WHAT THE TASK ASKS: State how many lines in the following entries contain the word "sans". No other output.

SOURCE DATA:

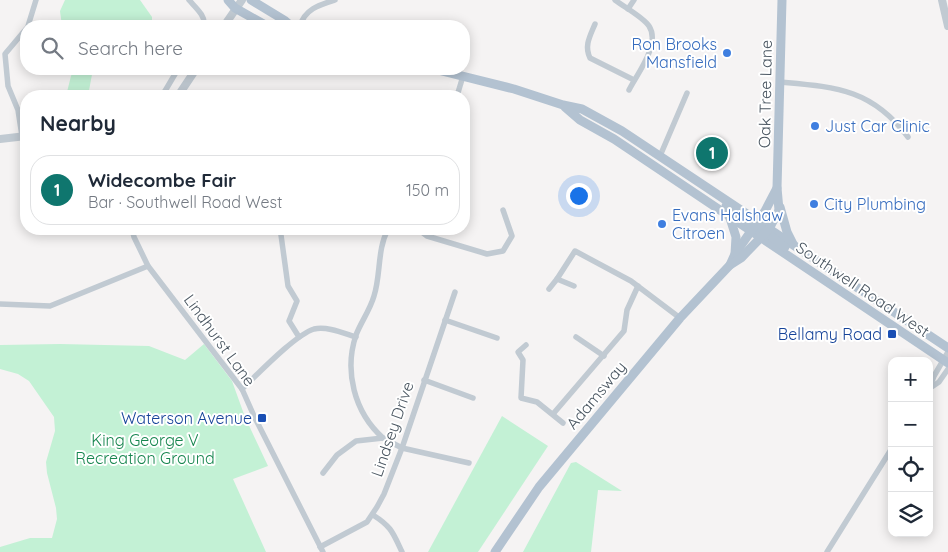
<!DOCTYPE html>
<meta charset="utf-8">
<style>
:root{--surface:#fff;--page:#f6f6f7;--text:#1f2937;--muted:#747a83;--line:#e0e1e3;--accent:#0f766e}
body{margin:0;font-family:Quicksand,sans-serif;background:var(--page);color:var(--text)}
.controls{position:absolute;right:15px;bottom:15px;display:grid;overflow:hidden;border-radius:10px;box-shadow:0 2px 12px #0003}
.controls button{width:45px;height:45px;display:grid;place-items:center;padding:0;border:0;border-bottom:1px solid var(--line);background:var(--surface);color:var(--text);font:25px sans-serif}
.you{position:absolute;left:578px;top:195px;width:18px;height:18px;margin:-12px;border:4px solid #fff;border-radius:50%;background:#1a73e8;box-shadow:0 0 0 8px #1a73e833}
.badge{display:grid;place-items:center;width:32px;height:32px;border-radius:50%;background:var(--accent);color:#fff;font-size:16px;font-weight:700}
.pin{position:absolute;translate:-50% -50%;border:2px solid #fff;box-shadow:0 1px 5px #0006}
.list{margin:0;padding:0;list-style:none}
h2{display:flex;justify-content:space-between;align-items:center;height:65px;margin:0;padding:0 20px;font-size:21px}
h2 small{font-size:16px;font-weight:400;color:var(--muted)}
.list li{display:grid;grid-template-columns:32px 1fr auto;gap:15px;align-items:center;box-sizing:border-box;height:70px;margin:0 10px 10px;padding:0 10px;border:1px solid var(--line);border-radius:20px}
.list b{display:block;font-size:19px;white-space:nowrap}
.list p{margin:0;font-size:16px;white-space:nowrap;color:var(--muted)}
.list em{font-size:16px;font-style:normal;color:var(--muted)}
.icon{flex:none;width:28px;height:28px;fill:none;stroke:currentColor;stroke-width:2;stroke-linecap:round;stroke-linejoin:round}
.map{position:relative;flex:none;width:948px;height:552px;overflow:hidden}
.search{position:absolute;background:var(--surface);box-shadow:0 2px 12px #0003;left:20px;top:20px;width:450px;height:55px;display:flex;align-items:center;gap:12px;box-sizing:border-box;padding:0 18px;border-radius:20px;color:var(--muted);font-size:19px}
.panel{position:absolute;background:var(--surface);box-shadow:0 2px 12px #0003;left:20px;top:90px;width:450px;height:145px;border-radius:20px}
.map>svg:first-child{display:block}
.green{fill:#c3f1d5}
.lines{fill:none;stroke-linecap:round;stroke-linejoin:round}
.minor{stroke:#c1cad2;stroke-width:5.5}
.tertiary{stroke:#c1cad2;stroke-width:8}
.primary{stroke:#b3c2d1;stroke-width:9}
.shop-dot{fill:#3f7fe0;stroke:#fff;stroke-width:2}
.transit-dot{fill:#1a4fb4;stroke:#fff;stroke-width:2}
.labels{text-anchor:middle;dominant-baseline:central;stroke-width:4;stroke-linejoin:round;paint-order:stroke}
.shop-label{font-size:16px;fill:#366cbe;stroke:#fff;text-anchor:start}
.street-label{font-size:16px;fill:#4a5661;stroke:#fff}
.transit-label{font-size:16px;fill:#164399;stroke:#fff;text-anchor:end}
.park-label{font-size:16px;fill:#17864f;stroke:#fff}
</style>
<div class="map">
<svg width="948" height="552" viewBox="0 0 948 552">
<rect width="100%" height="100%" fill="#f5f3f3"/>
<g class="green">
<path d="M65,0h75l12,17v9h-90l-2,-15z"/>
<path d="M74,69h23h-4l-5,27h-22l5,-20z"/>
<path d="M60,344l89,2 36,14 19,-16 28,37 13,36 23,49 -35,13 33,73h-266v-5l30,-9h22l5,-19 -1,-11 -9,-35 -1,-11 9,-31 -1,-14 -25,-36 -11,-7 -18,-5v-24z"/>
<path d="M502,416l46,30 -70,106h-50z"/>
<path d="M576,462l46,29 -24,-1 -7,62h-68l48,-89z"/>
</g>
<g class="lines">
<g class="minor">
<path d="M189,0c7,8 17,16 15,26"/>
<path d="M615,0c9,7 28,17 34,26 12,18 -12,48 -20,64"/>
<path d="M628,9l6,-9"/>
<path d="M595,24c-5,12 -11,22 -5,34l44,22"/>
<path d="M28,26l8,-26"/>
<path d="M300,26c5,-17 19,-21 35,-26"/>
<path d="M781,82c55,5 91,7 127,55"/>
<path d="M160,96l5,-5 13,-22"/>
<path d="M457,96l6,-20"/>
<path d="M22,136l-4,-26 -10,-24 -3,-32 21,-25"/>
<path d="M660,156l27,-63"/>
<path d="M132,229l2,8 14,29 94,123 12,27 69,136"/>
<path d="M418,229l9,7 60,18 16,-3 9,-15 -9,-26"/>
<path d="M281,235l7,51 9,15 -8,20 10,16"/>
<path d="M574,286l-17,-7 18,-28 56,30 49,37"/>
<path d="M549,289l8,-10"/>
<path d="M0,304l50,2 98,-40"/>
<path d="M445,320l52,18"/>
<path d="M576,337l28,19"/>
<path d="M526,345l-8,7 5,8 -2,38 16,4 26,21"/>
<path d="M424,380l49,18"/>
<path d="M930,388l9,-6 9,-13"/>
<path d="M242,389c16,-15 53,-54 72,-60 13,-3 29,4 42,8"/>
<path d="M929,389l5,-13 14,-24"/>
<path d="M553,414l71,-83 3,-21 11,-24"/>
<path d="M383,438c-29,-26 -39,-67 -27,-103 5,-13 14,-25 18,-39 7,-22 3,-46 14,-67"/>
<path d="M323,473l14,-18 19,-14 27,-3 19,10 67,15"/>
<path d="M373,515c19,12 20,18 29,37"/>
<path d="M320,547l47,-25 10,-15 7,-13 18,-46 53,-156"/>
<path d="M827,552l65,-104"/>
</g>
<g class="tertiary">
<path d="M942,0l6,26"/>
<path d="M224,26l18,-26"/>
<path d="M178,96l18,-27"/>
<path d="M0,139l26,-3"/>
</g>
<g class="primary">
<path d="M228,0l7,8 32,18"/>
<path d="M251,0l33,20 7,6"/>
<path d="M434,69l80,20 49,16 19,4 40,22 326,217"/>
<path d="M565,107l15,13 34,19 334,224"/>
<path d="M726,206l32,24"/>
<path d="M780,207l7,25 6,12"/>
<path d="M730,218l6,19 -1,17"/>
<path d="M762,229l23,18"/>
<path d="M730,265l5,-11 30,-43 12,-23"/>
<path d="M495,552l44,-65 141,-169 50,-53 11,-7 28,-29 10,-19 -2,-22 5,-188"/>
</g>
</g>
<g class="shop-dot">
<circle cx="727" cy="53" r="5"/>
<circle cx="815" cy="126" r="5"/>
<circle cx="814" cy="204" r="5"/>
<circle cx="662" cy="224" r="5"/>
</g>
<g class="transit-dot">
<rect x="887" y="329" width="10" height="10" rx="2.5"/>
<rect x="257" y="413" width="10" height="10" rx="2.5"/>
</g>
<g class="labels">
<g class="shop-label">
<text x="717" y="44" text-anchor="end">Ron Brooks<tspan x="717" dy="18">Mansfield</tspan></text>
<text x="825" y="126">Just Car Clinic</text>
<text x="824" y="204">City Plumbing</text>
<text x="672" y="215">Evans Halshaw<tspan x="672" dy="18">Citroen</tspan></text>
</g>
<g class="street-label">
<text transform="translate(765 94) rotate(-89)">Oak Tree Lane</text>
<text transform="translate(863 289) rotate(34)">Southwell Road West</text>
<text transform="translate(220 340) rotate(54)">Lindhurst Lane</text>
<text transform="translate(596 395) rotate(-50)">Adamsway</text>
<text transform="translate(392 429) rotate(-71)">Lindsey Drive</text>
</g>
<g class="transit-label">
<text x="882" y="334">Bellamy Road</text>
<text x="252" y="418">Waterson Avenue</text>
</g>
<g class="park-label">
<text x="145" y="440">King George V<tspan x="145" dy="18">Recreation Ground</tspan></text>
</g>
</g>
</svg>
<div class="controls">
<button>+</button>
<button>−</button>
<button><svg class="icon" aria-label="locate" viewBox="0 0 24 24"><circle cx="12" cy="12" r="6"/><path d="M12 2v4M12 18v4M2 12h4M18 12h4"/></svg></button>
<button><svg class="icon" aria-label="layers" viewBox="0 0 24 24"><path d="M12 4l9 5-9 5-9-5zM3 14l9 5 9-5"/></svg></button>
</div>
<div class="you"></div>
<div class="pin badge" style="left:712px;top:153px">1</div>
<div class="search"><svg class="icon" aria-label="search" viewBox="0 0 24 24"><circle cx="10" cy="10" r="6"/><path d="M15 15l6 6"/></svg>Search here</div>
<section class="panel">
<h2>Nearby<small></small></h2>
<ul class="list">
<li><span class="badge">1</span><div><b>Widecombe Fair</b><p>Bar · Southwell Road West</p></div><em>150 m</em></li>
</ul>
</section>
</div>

EXERCISE ANSWER: 2